• Task brief:
All that should be output is the block of lines below from the line with "position:absolute; inset:0; border:8px" to the line with "position:absolute; left:459px; top:12px;", both included, exactly as written.

*** Opening The records ***

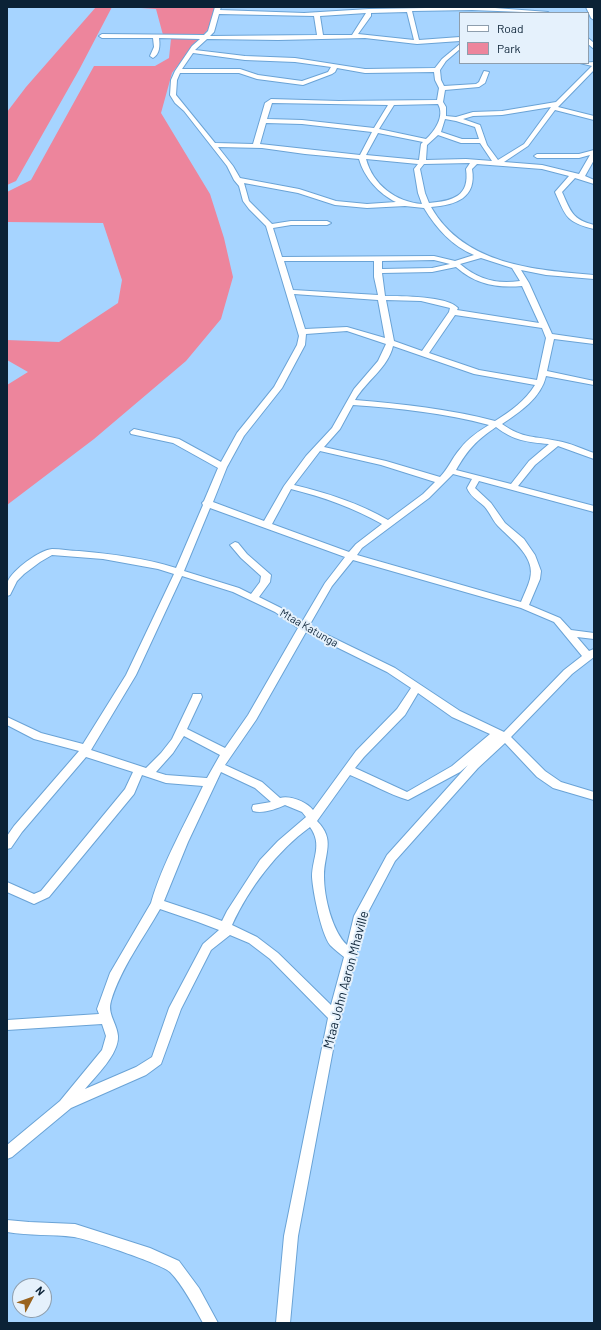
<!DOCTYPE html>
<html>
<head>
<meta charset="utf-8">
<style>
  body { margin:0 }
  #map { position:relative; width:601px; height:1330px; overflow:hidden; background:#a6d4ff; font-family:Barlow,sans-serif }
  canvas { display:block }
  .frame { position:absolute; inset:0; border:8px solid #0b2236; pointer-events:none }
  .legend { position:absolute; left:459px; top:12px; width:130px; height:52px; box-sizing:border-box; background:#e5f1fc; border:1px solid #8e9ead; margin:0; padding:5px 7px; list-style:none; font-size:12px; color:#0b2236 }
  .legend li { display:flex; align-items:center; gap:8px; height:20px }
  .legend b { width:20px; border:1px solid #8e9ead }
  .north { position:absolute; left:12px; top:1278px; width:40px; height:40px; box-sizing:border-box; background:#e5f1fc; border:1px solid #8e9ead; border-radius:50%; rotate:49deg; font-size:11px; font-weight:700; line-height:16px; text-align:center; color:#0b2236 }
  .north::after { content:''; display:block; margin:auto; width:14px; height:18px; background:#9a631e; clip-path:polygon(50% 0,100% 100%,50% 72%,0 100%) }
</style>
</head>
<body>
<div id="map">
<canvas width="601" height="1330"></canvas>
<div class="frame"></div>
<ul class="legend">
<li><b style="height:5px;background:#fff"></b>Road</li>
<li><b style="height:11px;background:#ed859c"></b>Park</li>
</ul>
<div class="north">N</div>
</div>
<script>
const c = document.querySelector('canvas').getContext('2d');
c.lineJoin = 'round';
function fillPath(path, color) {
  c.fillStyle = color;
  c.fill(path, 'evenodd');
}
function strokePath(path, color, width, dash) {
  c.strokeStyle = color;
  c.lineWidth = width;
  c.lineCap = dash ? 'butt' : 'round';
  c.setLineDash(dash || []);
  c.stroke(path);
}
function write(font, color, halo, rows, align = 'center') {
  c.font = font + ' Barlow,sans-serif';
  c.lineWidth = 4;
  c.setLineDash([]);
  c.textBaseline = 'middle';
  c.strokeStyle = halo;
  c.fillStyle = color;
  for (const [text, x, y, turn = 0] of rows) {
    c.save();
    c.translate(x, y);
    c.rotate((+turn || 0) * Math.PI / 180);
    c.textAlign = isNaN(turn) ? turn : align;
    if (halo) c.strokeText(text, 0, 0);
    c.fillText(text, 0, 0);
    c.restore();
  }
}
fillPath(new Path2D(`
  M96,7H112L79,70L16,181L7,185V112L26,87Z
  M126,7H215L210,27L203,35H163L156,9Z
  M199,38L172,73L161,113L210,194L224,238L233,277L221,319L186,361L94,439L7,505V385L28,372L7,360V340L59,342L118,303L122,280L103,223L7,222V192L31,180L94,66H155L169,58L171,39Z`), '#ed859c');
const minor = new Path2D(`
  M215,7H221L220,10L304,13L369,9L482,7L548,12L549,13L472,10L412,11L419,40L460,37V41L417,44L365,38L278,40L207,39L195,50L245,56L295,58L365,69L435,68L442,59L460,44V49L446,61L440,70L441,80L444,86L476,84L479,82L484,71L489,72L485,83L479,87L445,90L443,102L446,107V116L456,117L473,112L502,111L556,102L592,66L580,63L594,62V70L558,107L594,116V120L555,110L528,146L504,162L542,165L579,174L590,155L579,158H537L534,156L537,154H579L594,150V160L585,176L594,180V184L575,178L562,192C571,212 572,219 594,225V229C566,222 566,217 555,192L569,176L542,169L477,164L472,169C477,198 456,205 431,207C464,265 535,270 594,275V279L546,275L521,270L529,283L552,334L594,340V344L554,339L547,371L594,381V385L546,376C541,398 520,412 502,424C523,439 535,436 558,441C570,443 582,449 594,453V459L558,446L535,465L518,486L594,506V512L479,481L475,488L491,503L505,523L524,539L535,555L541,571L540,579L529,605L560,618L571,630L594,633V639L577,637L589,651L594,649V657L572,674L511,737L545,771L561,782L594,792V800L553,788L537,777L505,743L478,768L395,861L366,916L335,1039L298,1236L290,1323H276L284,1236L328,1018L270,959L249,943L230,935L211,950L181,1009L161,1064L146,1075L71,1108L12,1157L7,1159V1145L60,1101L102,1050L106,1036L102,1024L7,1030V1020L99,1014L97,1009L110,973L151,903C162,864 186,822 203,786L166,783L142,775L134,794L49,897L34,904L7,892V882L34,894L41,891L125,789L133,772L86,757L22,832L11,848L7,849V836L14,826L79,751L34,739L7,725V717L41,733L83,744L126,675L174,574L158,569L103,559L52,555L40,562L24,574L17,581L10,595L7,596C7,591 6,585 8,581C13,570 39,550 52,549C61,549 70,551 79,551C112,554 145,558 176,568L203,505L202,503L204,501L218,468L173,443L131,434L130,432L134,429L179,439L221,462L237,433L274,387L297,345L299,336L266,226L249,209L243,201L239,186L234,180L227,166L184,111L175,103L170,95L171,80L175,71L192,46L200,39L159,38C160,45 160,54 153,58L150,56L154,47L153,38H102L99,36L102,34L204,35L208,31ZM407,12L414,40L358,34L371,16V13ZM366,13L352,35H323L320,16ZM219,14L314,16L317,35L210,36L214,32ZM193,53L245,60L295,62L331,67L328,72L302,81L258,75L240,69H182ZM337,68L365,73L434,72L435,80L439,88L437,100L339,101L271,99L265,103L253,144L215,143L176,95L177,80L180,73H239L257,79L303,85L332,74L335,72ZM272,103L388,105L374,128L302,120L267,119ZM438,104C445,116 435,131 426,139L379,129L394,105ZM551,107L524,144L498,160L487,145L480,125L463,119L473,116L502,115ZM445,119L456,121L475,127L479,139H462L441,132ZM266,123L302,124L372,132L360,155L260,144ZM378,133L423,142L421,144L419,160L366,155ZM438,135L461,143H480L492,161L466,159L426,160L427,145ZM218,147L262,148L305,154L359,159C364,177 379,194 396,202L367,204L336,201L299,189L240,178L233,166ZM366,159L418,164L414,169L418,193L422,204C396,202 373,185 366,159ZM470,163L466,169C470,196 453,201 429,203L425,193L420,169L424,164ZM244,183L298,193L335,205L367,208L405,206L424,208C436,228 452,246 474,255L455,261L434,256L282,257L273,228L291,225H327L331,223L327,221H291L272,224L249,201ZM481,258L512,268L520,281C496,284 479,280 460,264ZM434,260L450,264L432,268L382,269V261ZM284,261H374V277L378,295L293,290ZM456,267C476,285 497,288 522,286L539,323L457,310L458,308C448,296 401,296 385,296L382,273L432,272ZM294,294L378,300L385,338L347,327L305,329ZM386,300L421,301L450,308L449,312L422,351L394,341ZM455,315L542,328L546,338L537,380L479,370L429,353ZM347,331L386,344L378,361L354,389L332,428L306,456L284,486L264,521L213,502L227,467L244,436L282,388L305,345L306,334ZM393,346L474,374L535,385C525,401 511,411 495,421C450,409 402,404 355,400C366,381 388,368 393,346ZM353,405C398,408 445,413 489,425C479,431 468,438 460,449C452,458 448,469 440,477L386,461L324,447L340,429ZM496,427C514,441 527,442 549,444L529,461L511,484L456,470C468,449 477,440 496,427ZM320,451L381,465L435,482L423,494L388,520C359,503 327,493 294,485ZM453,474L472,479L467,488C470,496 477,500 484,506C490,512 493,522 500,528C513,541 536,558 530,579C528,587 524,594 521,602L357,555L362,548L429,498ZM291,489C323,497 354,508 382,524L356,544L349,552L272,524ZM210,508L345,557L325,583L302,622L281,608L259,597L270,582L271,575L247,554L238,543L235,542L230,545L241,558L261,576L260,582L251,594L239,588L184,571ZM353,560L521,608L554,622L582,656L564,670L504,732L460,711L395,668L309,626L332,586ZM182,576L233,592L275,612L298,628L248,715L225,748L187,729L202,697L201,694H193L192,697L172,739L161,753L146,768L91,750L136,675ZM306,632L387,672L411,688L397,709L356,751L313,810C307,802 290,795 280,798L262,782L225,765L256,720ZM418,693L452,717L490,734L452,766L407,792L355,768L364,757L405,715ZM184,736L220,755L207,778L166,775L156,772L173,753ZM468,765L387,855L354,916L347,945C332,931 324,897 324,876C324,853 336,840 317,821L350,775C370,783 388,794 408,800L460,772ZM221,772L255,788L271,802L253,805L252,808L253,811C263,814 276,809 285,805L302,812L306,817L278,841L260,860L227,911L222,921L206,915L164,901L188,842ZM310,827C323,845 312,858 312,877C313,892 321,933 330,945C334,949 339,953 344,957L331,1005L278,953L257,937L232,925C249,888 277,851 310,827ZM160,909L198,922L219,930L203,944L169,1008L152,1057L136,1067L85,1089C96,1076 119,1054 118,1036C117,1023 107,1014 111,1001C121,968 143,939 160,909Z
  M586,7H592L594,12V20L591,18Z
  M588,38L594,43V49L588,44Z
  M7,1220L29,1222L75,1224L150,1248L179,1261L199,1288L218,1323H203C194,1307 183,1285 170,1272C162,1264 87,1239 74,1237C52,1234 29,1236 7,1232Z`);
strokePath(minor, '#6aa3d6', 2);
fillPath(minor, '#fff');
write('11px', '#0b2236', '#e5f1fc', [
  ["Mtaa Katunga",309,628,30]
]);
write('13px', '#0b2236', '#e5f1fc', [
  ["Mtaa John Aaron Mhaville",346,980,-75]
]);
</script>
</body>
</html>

*** Closing The records ***

• Worked solution:
  .frame { position:absolute; inset:0; border:8px solid #0b2236; pointer-events:none }
  .legend { position:absolute; left:459px; top:12px; width:130px; height:52px; box-sizing:border-box; background:#e5f1fc; border:1px solid #8e9ead; margin:0; padding:5px 7px; list-style:none; font-size:12px; color:#0b2236 }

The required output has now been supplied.